ABOUT THIS EXERCISE –
Without including any pictures, reproduce the full listing exactly.

---*---

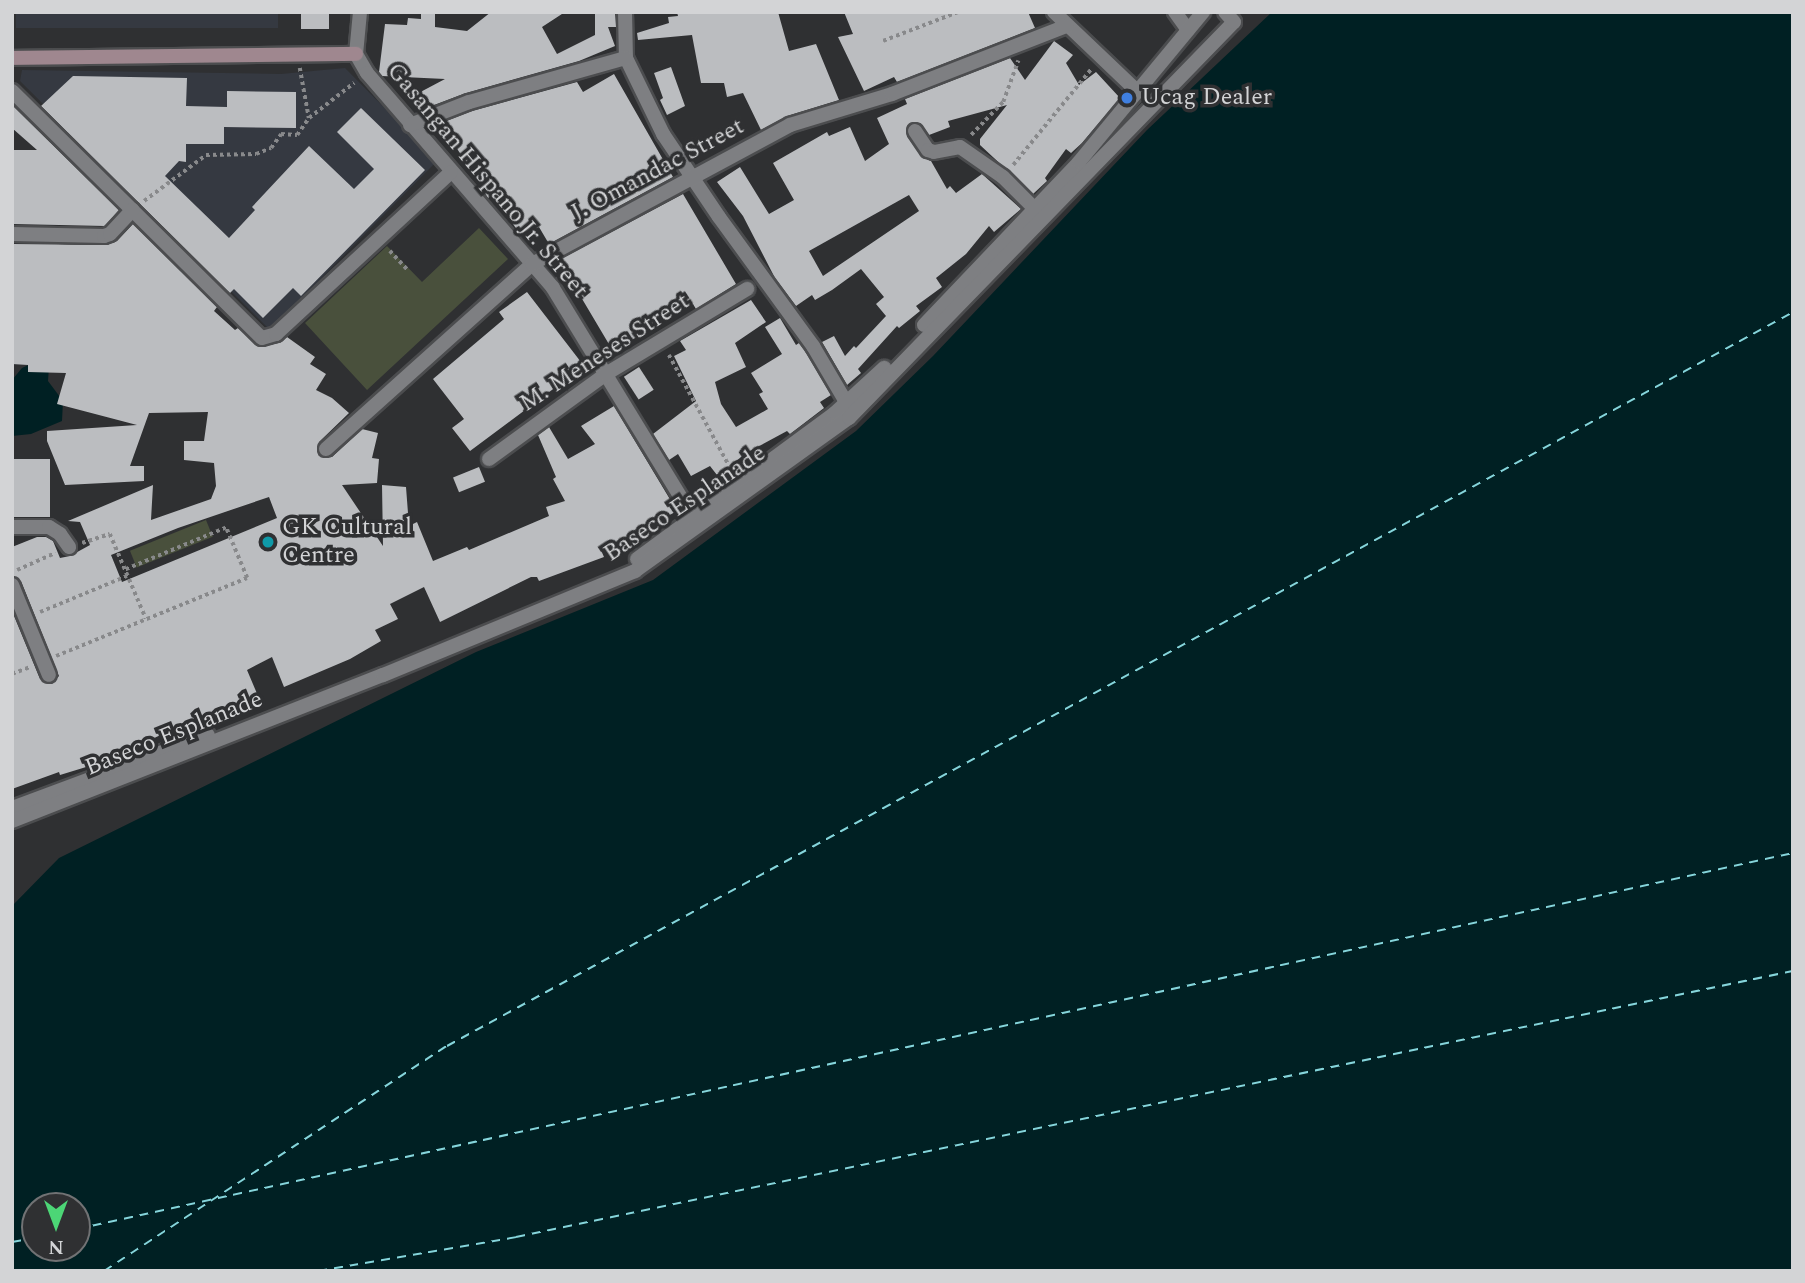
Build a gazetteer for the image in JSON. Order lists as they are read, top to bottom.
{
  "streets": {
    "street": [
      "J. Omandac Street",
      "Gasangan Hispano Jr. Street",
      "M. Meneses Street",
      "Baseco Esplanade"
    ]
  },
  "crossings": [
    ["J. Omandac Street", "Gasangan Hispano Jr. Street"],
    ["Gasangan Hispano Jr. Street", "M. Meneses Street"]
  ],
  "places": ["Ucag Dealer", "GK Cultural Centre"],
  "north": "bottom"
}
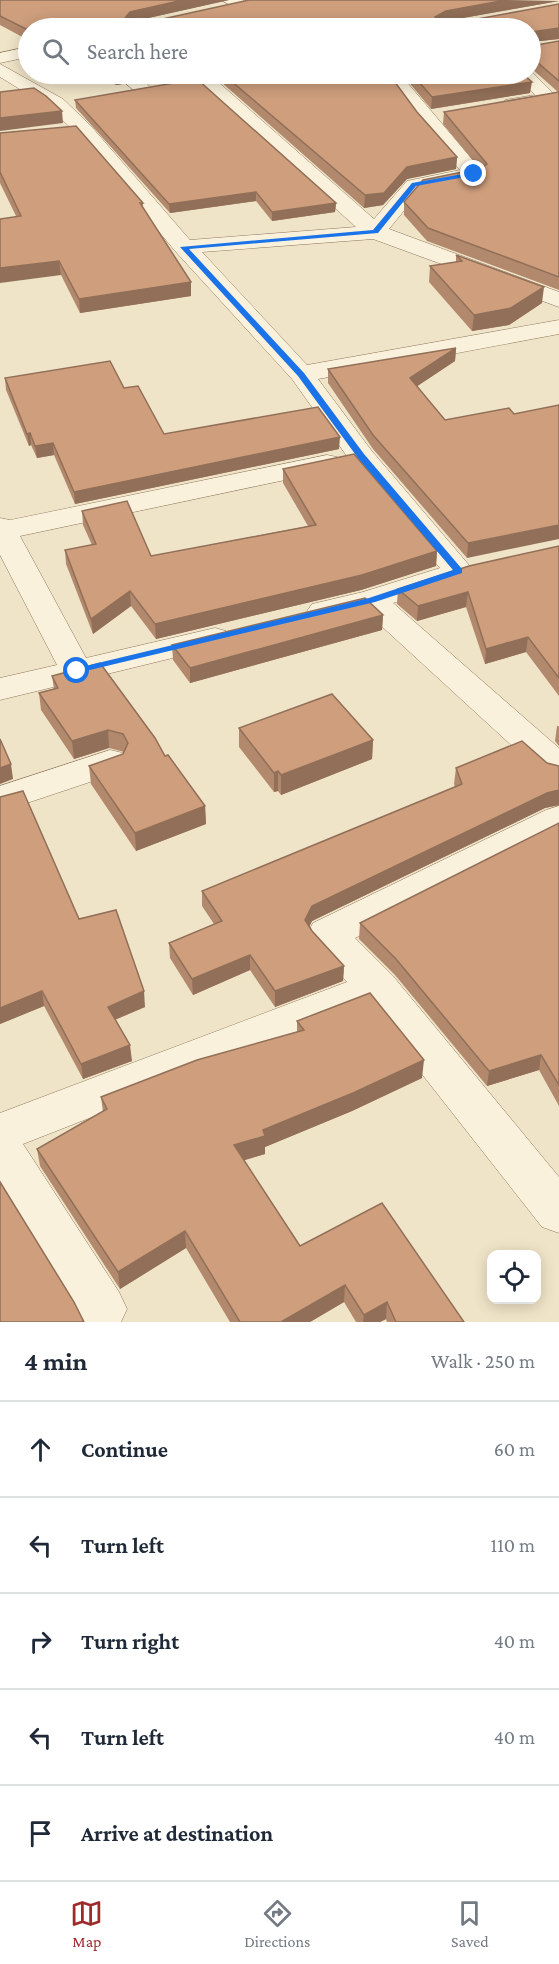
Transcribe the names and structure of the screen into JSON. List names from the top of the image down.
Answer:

---*---

EXERCISE OUTPUT –
Build a gazetteer for the image in JSON. Order lists as they are read, top to bottom.
{
  "streets": {
    "street": [
      "J. Omandac Street",
      "Gasangan Hispano Jr. Street",
      "M. Meneses Street",
      "Baseco Esplanade"
    ]
  },
  "crossings": [
    ["J. Omandac Street", "Gasangan Hispano Jr. Street"],
    ["Gasangan Hispano Jr. Street", "M. Meneses Street"]
  ],
  "places": ["Ucag Dealer", "GK Cultural Centre"],
  "north": "bottom"
}
Transcribe the names and structure of the screen into JSON. List names from the top of the image down.
Answer:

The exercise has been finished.